Dün yine Antalya’nın Serik ilçesine bağlı Sarıabalı Mahallesi Koyak mevkiinde sabah saatlerinde orman yangını çıktı.
Doğa koşulları bazen yangınlara sebep olabiliyor. Ancak bizim dikkat çekmek istediğimiz konu yakılan ormanlar. Kaldı ki doğal yangınlar için önlemleri almayan, gerektiği şekilde örgütlenmeyerek yangınların büyümesine sebep olan da ülkeyi yönetenlerdir.
Her seferinde ülkenin en güzel yerlerinde, en güzel koylarında yangınlar çıkar. Sonrasında imar izni. Ertesi sene ya oraya dikilmiş bir saray ya da bir 5 yıldızlı otel veya rezidans görürüz. Bölge halkının kime ait olduğunu dahi bilmediği yapılardır bunlar.
Soygun talan düzeni ülkede güzellikleri yok ediyor. Belediyeler, bakanlar ile anlaşıp sit alanlarını yaktıktan sonra imar çıkartıp oteller dikiyorlar. Dünyanın en güzel sahillerine sahip ülkemizi beton binalarla dolduruyorlar.
Sit alanının sözlük anlamı: “sit olarak korunmasında kamu yararı bulunan alan”. Halkın yararına olan ve kalması, imara açılmaması gereken alanlarda inşaat dikebilmek için yakıyorlar. Yetkililerden söz alarak yakıldıkları aşağıdaki örneklerde çok açık:
Kışın ortasında Sürmene’de çıkan yangın sonrası yangının çıktığı bölgeye Katar emirine vermişlerdi. Üstelik yangından kısa bir süre önce bölgeyi bizzat Erdoğan gezdirmişti. Sonrası malum; Yangın ve sonrasında inşa edilen orman köşkleri. Güvenliği alınmış bölge. Yöre halkının girmesi dahi yasak.

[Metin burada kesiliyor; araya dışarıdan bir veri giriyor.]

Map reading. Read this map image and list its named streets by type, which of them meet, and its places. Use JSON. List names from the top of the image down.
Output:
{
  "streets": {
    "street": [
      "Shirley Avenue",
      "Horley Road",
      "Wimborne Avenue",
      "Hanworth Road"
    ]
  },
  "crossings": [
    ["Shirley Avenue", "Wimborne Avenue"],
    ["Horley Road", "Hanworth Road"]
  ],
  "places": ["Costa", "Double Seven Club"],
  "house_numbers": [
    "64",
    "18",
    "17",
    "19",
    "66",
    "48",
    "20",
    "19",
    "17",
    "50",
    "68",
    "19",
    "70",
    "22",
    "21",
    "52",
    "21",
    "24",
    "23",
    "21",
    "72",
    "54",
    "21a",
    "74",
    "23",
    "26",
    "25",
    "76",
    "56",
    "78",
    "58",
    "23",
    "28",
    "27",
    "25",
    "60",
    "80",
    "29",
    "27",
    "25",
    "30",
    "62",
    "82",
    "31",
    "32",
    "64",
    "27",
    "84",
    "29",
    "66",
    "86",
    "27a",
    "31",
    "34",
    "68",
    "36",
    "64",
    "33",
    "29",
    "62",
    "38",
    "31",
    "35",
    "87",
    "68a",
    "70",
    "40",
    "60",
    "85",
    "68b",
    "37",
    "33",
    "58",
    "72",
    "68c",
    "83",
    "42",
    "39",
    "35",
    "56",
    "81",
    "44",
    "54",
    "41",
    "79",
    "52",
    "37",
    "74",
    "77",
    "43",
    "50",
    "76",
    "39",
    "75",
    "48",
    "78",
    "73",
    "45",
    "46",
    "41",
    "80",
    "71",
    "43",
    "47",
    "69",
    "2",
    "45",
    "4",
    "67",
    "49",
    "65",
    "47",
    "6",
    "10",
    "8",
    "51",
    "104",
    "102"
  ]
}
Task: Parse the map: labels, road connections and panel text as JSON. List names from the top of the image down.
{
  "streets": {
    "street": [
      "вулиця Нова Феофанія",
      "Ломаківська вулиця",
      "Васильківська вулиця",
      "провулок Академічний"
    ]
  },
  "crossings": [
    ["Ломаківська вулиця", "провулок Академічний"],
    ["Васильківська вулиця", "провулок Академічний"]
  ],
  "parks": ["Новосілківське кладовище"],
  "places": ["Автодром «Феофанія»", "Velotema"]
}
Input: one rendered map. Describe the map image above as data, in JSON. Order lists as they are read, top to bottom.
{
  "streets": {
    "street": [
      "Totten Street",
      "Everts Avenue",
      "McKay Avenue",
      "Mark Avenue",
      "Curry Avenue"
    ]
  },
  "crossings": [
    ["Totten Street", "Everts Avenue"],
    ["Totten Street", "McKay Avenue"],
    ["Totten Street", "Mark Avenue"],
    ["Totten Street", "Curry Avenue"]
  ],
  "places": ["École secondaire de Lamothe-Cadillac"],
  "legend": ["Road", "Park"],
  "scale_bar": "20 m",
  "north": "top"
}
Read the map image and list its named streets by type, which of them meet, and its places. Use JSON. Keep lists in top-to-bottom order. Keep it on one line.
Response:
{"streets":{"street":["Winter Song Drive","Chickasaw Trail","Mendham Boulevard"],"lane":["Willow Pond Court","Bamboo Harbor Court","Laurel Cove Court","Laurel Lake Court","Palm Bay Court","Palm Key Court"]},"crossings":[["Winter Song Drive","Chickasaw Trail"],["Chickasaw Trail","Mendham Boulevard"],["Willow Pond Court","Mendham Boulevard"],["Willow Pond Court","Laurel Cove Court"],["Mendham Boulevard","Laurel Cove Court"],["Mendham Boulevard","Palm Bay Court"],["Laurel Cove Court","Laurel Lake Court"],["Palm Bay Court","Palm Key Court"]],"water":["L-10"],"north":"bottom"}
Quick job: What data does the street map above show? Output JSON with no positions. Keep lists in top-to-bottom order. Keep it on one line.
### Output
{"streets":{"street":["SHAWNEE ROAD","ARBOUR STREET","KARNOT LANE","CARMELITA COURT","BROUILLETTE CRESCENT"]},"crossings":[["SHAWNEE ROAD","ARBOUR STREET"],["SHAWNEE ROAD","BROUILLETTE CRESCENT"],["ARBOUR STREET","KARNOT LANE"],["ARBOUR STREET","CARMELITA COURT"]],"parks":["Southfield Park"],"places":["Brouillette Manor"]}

Bir diğeri 2007 yılında Muğla’nın Milas ilçesinin Güvercinlik beldesinde çıkartılan yangın. Dönemin AKP’li bakanı “bölgenin derhal yeniden ağaçlandıracağını söylemişti”!!!
Bu düzen sürdükçe bu kan emici doymazlar bugünümüzü, yarınımızı çalmaya devam edecekler. Eğer bu soygun talan düzeni bu kan emicilerin başına yıkılmazsa yaşayacak ülke bırakmayacaklarından kimsenin şüphesi olmasın.